TASK ITEM —
Lines with the string "align" in the data below: report how many there are, and write nothing but the number.
[[ EXERCISE DATA open ]]
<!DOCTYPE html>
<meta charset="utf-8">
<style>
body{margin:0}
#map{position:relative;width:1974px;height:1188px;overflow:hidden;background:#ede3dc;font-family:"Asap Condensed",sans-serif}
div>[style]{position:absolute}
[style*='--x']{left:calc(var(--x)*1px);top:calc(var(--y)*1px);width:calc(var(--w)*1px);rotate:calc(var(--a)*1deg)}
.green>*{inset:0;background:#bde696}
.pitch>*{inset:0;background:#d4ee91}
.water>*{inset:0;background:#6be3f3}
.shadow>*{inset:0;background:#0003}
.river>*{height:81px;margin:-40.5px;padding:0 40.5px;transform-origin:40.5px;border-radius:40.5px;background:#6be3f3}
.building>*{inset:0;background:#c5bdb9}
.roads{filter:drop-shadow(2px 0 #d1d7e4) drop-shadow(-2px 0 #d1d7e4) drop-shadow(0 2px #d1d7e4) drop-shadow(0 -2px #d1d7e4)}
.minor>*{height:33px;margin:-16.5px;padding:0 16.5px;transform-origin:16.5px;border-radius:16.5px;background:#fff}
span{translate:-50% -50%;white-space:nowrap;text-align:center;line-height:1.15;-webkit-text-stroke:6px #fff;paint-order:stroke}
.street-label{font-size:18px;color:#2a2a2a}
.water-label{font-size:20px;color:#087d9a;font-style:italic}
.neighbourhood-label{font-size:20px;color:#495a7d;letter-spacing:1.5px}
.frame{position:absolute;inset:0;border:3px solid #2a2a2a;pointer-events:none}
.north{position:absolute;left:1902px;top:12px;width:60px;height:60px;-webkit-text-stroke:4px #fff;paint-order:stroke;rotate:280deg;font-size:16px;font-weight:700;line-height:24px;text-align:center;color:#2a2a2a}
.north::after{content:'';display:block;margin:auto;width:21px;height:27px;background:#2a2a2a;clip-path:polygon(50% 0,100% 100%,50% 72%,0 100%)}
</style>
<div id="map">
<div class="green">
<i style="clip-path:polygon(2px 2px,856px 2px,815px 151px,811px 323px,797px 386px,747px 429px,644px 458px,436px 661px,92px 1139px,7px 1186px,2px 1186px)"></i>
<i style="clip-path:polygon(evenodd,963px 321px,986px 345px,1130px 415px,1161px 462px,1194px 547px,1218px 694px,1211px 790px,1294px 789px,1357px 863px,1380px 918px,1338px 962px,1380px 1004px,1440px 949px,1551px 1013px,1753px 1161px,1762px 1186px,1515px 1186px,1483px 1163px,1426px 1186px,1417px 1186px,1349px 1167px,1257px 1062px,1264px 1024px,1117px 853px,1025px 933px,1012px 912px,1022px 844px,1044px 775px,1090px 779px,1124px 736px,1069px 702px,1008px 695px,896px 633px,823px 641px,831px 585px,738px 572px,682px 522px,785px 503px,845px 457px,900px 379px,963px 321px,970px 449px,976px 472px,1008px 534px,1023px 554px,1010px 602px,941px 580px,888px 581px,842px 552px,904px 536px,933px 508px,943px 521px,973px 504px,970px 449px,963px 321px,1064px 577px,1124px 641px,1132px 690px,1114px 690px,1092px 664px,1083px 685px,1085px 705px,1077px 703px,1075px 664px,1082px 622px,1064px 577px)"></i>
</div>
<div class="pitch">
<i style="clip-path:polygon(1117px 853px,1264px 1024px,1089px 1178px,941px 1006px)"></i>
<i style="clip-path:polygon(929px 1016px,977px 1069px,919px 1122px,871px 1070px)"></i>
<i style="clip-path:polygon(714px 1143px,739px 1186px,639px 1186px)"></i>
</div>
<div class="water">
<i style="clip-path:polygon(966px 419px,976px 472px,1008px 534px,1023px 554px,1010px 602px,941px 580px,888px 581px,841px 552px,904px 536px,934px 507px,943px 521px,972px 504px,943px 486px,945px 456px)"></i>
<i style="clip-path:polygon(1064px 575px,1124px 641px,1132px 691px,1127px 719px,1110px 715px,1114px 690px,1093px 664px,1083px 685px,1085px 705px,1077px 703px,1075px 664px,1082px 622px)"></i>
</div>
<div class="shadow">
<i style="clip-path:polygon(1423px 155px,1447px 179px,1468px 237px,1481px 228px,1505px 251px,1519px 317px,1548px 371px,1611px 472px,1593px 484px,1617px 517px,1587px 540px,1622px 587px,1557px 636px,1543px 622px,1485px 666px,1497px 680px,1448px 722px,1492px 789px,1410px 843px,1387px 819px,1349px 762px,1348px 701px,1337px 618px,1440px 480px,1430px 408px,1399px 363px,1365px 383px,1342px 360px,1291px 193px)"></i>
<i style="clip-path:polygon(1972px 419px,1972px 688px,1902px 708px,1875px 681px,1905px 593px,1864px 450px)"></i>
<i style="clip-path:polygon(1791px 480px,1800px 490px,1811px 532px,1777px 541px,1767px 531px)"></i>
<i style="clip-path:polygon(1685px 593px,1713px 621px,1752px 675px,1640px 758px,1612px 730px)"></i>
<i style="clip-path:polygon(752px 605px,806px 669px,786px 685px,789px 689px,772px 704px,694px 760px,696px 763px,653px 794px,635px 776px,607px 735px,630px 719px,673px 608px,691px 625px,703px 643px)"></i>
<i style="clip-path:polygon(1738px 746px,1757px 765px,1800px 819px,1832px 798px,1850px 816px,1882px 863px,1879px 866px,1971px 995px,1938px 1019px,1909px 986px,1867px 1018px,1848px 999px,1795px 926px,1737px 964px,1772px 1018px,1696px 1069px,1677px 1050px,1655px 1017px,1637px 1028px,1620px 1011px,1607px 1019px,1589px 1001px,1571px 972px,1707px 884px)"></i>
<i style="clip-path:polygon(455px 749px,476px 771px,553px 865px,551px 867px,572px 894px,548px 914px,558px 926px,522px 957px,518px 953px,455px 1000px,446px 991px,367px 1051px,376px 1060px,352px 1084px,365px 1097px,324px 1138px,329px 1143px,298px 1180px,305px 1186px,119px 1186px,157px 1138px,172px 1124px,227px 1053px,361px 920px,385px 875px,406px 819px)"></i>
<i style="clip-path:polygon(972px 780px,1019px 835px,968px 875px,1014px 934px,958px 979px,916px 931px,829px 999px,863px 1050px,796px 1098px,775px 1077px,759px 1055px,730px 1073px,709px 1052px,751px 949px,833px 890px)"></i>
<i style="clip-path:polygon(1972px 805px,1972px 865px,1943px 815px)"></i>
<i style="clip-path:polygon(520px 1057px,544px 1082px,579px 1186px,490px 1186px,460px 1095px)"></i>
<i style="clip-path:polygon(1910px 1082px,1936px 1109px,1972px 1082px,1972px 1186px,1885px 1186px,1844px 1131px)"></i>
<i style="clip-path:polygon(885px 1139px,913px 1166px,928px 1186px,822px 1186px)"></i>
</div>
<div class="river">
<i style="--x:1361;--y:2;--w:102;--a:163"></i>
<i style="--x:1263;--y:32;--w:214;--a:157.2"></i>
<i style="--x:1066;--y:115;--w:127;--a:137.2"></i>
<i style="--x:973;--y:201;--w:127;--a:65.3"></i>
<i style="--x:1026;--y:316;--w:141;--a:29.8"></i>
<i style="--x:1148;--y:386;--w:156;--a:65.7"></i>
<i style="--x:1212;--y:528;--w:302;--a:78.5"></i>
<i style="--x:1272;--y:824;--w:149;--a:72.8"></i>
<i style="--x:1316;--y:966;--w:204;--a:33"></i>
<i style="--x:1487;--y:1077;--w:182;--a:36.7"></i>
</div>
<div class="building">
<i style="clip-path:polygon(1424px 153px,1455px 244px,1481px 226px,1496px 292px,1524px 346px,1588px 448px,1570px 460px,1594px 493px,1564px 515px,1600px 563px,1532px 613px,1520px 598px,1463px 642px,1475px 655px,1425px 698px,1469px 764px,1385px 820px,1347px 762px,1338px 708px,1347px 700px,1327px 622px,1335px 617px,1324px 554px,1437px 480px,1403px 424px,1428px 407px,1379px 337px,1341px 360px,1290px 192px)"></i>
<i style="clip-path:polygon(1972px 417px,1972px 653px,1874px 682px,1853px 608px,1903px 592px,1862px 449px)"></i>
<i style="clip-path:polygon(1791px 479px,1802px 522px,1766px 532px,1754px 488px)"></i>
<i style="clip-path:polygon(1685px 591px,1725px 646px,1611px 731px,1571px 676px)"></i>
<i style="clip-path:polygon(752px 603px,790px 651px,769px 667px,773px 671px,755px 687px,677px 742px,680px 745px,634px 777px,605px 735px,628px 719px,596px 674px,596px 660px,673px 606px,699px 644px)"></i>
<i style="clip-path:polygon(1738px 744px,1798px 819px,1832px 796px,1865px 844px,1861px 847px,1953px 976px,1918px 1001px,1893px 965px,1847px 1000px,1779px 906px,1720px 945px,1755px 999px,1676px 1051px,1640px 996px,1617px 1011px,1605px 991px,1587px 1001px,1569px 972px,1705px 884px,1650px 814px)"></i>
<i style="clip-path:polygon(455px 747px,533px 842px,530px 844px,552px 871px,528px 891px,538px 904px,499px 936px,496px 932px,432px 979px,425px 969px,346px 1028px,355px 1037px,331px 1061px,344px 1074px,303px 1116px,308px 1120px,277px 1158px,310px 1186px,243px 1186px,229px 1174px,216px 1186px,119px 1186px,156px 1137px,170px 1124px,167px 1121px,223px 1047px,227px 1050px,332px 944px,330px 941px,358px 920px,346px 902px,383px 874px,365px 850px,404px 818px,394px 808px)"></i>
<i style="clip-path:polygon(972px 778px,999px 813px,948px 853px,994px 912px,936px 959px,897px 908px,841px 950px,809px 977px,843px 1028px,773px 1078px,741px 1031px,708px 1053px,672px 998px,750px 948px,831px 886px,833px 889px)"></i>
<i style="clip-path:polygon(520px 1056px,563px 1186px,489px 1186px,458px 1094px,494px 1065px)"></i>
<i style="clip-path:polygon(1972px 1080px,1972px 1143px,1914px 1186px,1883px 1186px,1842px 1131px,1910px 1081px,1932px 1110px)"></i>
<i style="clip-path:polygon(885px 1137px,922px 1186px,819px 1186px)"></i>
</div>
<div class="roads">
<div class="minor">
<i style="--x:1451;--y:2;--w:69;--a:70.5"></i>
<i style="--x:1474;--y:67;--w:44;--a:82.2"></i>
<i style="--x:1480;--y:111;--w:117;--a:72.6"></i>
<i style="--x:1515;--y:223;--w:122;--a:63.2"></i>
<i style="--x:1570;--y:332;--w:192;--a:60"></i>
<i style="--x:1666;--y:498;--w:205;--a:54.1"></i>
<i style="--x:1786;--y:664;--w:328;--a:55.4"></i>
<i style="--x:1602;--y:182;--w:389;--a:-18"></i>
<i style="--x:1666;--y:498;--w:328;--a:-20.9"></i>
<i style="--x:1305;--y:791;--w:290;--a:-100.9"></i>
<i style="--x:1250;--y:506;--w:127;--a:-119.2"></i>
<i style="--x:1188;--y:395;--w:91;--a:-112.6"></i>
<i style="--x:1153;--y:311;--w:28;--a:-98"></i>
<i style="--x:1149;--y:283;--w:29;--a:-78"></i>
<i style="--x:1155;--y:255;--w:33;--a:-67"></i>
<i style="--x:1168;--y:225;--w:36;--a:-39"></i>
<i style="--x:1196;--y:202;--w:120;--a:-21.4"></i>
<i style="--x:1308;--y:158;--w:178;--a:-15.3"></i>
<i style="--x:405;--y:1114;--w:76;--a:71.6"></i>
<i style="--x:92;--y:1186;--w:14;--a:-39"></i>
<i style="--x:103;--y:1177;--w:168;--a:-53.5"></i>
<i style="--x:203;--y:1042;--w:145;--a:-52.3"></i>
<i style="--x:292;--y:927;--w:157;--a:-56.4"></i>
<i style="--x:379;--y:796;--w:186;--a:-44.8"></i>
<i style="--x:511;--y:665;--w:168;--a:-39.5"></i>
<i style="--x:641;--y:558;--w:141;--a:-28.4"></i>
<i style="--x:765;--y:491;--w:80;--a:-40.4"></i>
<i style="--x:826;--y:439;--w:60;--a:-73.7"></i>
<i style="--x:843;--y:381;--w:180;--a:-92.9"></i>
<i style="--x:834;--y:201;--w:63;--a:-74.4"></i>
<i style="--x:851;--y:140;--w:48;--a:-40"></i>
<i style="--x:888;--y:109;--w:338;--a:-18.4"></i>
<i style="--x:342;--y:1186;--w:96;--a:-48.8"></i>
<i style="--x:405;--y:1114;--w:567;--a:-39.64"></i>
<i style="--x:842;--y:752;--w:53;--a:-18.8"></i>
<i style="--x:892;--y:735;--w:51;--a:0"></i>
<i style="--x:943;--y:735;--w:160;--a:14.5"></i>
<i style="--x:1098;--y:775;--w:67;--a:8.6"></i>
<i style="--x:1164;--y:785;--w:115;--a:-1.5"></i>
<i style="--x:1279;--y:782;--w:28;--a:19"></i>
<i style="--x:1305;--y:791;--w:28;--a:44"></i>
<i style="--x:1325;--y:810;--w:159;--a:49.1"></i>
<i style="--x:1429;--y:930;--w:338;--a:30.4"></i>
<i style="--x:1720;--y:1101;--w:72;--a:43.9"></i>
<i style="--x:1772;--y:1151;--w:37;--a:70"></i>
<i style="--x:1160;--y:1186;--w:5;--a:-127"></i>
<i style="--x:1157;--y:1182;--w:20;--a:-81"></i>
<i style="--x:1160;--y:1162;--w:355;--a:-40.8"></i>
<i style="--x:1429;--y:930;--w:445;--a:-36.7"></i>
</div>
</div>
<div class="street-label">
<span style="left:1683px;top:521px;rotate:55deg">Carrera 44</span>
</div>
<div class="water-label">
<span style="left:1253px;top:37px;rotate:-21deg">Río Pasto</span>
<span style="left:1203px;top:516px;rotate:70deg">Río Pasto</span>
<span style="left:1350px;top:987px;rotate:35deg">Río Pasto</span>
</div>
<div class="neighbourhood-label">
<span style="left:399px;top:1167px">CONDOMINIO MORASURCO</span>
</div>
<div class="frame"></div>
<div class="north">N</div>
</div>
[[ EXERCISE DATA closed ]]
SOLVED PROBLEM —
2